La maison traditionnelle (ou la maison invisible) :

La maison que se construisaient les Ikariens était de pierre, ce qui explique que l'on trouve encore aujourd'hui tellement de batisses témoins de la tradition ancestrale.

L'implantation de la construction suivait quelques principes très simples. D'abord, il fallait que l'habitation puisse échapper aux regards de l'envahisseur potentiel, elle était donc construite loin de la mer et tournée vers l'intérieur de l'île, si possible dans une forêt ou dans le fond d'un vallon, sur une pente généralement, jamais sur une crête ou au sommet d'une colline. Le terrain choisi devait être rocailleux ou contenir des rochers, la pierre étant le matériau principal pour toute construction (maison, étable, poulailler, pressoir, muret, etc...). Il était indispensable qu'il y ait de l'eau à proximité et que le terrain cultivable proche de la maison soit suffisemment grand pour nourrir la famille. Le but était, en quelque sorte, qu'on puisse y vivre de manière relativement autonome.

Les premières maisons construites selon ce principe n'offraient qu'un seul volume et étaient particulièrement basses (1,20 m devant, 1,70 m derrière), les murs étaient en pierre, sans liant ni enduit, le toit à un pan était fait de pierres plates posées sur les poutres en bois (généralement du bois de cyprès). La maison n'avait qu'une porte, devant, qui était aussi la seule ouverture. On ne construisait pas de conduit de cheminée sur le toit (cela se verrait trop), un trou dans le toit faisant l'affaire. Devant, sur toute la longueur de la maison et à une distance d'un mètre environ, on construisait un mur de pierre légèrement plus haut que le mur de la maison, de façon à cacher la lumière qui pourrait se voir porte ouverte ainsi que le mouvement des habitants. Derrière la maison on construisait une cachette (sorte de cave) recouverte de terre, reliée à la maison par un passage secret (ressemblant à une armoire murale) et possédant une issue de secours. C'est là que la famille déposait ses réserves de nourriture et pouvait se réfugier en cas de nécessité. L'intérieur de l'unique pièce disposait d'un foyer rudimentaire fait de 2 pierres plates et d'un moulin à grain. On dormait à même le sol. Les aménagements extérieurs (pressoir, abri pour les bêtes) étaient eux aussi rudimentaires.

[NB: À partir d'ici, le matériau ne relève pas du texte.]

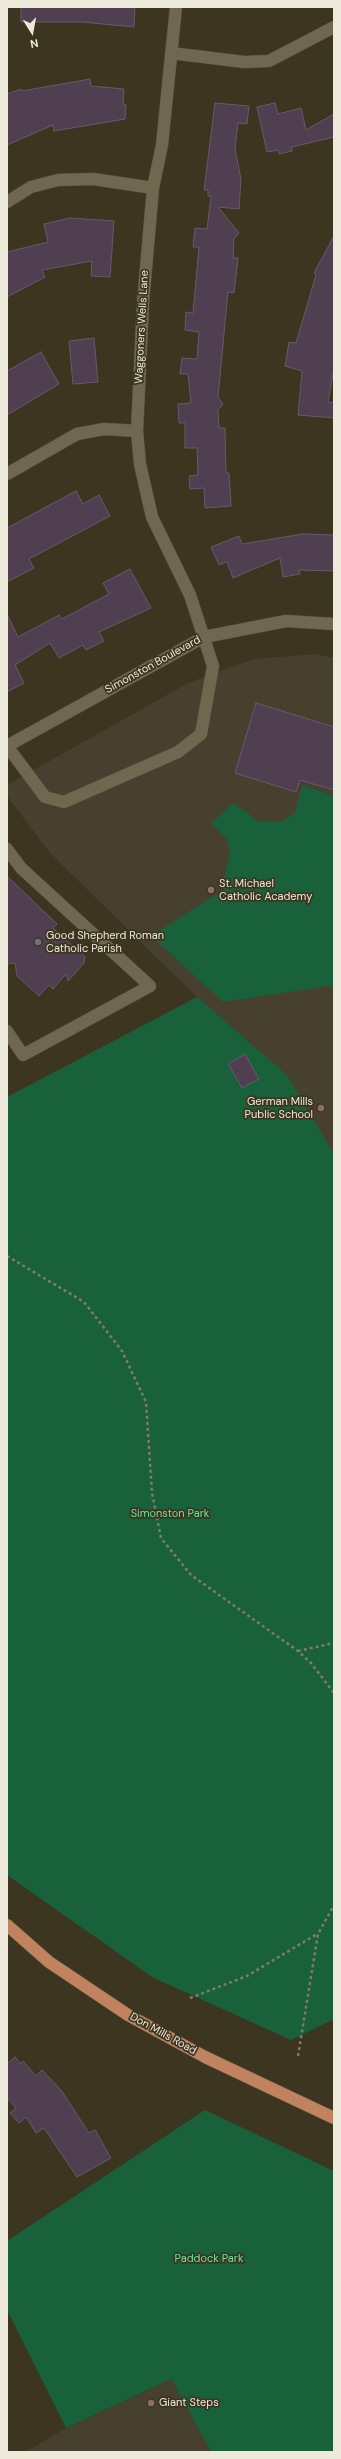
<!DOCTYPE html>
<html>
<head>
<meta charset="utf-8">
<style>
  body { margin:0 }
  #map { position:relative; width:341px; height:2459px; overflow:hidden; background:#3c351f; font-family:"DM Sans",sans-serif }
  canvas { display:block }
  .frame { position:absolute; inset:0; border:8px solid #ede9db; pointer-events:none }
  .north { position:absolute; left:12px; top:12px; width:40px; height:40px; -webkit-text-stroke:3px #3c351f; paint-order:stroke; rotate:169deg; font-size:11px; font-weight:700; line-height:16px; text-align:center; color:#ede9db }
  .north::after { content:''; display:block; margin:auto; width:14px; height:18px; background:#ede9db; clip-path:polygon(50% 0,100% 100%,50% 72%,0 100%) }
</style>
</head>
<body>
<div id="map">
<canvas width="341" height="2459"></canvas>
<div class="frame"></div>
<div class="north">N</div>
</div>
<script>
const c = document.querySelector('canvas').getContext('2d');
c.lineJoin = 'round';
function paint(path, color) { c.fillStyle = color; c.fill(path, 'evenodd'); }
const poly = rows => new Path2D(rows.map(r => 'M' + r).join(''));
function trace(path, color, width, dash) { c.strokeStyle = color; c.lineWidth = width; c.lineCap = dash ? 'butt' : 'round'; c.setLineDash(dash || []); c.stroke(path); }
function write(font, color, halo, rows, align = 'center') {
  c.font = font + ' "DM Sans",sans-serif'; c.lineWidth = 3.5; c.setLineDash([]); c.textBaseline = 'middle'; c.strokeStyle = halo; c.fillStyle = color; for (const [text, x, y, turn = 0] of rows) {
    c.save(); c.translate(x, y); c.rotate((+turn || 0) * Math.PI / 180); c.textAlign = isNaN(turn) ? turn : align; if (halo) c.strokeText(text, 0, 0); c.fillText(text, 0, 0); c.restore();
  }
}
paint(poly([
  [316,654,334,658,334,1154,287,1075,208,1008,50,853,7,796,7,785,188,683,254,659],
  [171,2379,211,2452,26,2452,66,2428]
]), '#47402f');
paint(poly([
  [302,785,334,796,334,985,223,1002,151,936,221,891,230,853,227,839,211,823,234,803,258,821,280,822,295,813],
  [197,997,287,1075,334,1154,334,2019,291,2040,152,1977,7,1875,7,1097],
  [205,2110,334,2171,334,2452,211,2452,171,2379,66,2428,7,2310,7,2241]
]), '#19613b');
const building = poly([
  [21,7,135,7,134,27,82,22,21,22,21,7],
  [90,79,91,86,124,89,123,105,126,105,125,119,54,131,53,125,7,145,7,94,21,89,22,91,90,79],
  [215,103,249,106,247,124,238,123,235,149,241,179,239,209,218,207,239,233,234,239,233,258,238,258,234,293,228,292,218,397,223,404,218,410,219,428,225,428,226,473,229,473,231,506,205,508,204,488,190,489,189,476,198,475,197,448,185,448,185,423,179,423,178,404,191,403,188,374,180,374,182,358,197,359,199,332,185,330,186,312,193,313,199,247,193,247,195,228,207,229,211,196,208,196,208,190,204,190,215,103],
  [275,103,278,114,301,108,306,130,334,114,334,137,292,147,292,151,279,154,278,150,267,152,257,107,275,103],
  [70,218,114,221,110,277,91,276,92,261,42,270,45,277,7,297,7,252,48,242,44,224,70,218],
  [334,236,334,368,328,402,334,403,334,418,298,415,302,371,285,366,289,342,296,343,316,275,314,273,334,236],
  [94,338,98,382,73,384,69,341,94,338],
  [41,352,59,384,7,415,7,371,41,352],
  [76,491,83,504,99,495,110,516,29,559,34,568,7,582,7,528,76,491],
  [303,534,334,535,334,571,299,570,300,574,283,577,280,558,233,578,227,562,219,565,211,547,239,536,242,544,303,534],
  [130,569,151,608,99,632,104,641,86,650,83,645,59,658,50,643,15,665,24,683,7,692,7,614,18,637,59,615,62,619,109,594,103,583,130,569],
  [256,703,334,727,334,790,300,780,296,792,235,773,256,703],
  [7,876,57,924,53,928,85,957,84,963,68,981,66,974,53,989,49,985,39,996,17,976,15,963,7,964,7,876],
  [245,1054,259,1079,242,1088,228,1064,245,1054],
  [15,2057,21,2064,23,2061,36,2076,42,2070,61,2090,89,2133,95,2130,111,2158,77,2177,44,2128,36,2133,26,2117,19,2123,10,2113,16,2108,7,2098,7,2064,15,2057]
]);
paint(building, '#503f51');
trace(building, '#6a586b', 1);
const minor = poly([
  [171,53,244,62,269,61,334,27],
  [7,202,31,187,58,180,93,179,153,188],
  [7,474,77,434,104,429,137,431],
  [7,746,45,797,64,802,178,752,201,734,213,666,190,595,152,517,140,464,137,431,143,303,153,188,162,145,176,7],
  [7,746,204,637,286,621,334,624],
  [7,849,21,868,150,986,23,1055,7,1031]
]);
const major = poly([
  [7,1925,49,1962,128,2015,205,2057,334,2118]
]);
trace(minor, '#58523e', 13);
trace(major, '#58523e', 13);
trace(poly([
  [7,1256,84,1302,122,1351,146,1402,152,1493,161,1538,191,1575,298,1651,311,1663,334,1693],
  [298,1651,334,1643],
  [190,1998,247,1976,317,1934],
  [298,2056,318,1934,334,1905]
]), '#817b68', 2.5, [3, 3]);
trace(minor, '#6f674f', 12);
trace(major, '#c1825f', 12);
for (const [x, y, r, color] of [
  [211,890,4,"#8d6e63"],
  [38,942,4,"#6b7280"],
  [321,1108,4,"#8d6e63"],
  [151,2403,4,"#8d6e63"]
]) { const dot = new Path2D(); dot.arc(x, y, r, 0, 2 * Math.PI); c.fillStyle = color; c.fill(dot); trace(dot, '#3c351f', 1.5); }
write('11px', '#ede9db', '#3c351f', [
  ["Waggoners Wells Lane",142,327,-87],
  ["Simonston Boulevard",153,665,-29],
  ["Don Mills Road",163,2034,29]
]);
write('11px', '#ede9db', '#3c351f', [
  ["St. Michael",219,884],
  ["Catholic Academy",219,897],
  ["Good Shepherd Roman",46,936],
  ["Catholic Parish",46,949],
  ["German Mills",313,1102,"right"],
  ["Public School",313,1115,"right"],
  ["Giant Steps",159,2403]
], 'left');
write('11px', '#68e69d', '#3c351f', [
  ["Simonston Park",170,1514],
  ["Paddock Park",209,2259]
]);
</script>
</body>
</html>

Au début du siècle dernier, les conditions de vie des Ikariens s'améliorant peu à peu, le plan traditionnel de la maison évolue (croquis n° 1). La pièce principale voit ses dimensions (hauteur et largeur surtout) augmenter et le toit doit dorénavant être construit à 2 pans avec une poutre maîtresse (généralement un tronc de cyprès) et des chevrons. A l'intérieur de la pièce, la cheminée, un four (généralement situé en face de l'entrée et empiétant sur l'arrière de la maison), une niche murale pour le moulin à grain (2 pierres rondes), un lit et des bancs construits. Cet espace sert de cuisine, de séjour et de chambre à coucher familiale. La nouveauté est aussi que l'on finit presque toujours par construire ce que l'on appelle "la tour", espace de 2 étages avec escalier extérieur en pierre et jouxtant la bâtisse principale. Au rez-de-chaussée, la cave avec ses cruches à vin semi-enterrées, les outils, etc... A l'étage, une chambre dite "de l'invité" qui sert également de chambre à coucher pour les jeunes mariés.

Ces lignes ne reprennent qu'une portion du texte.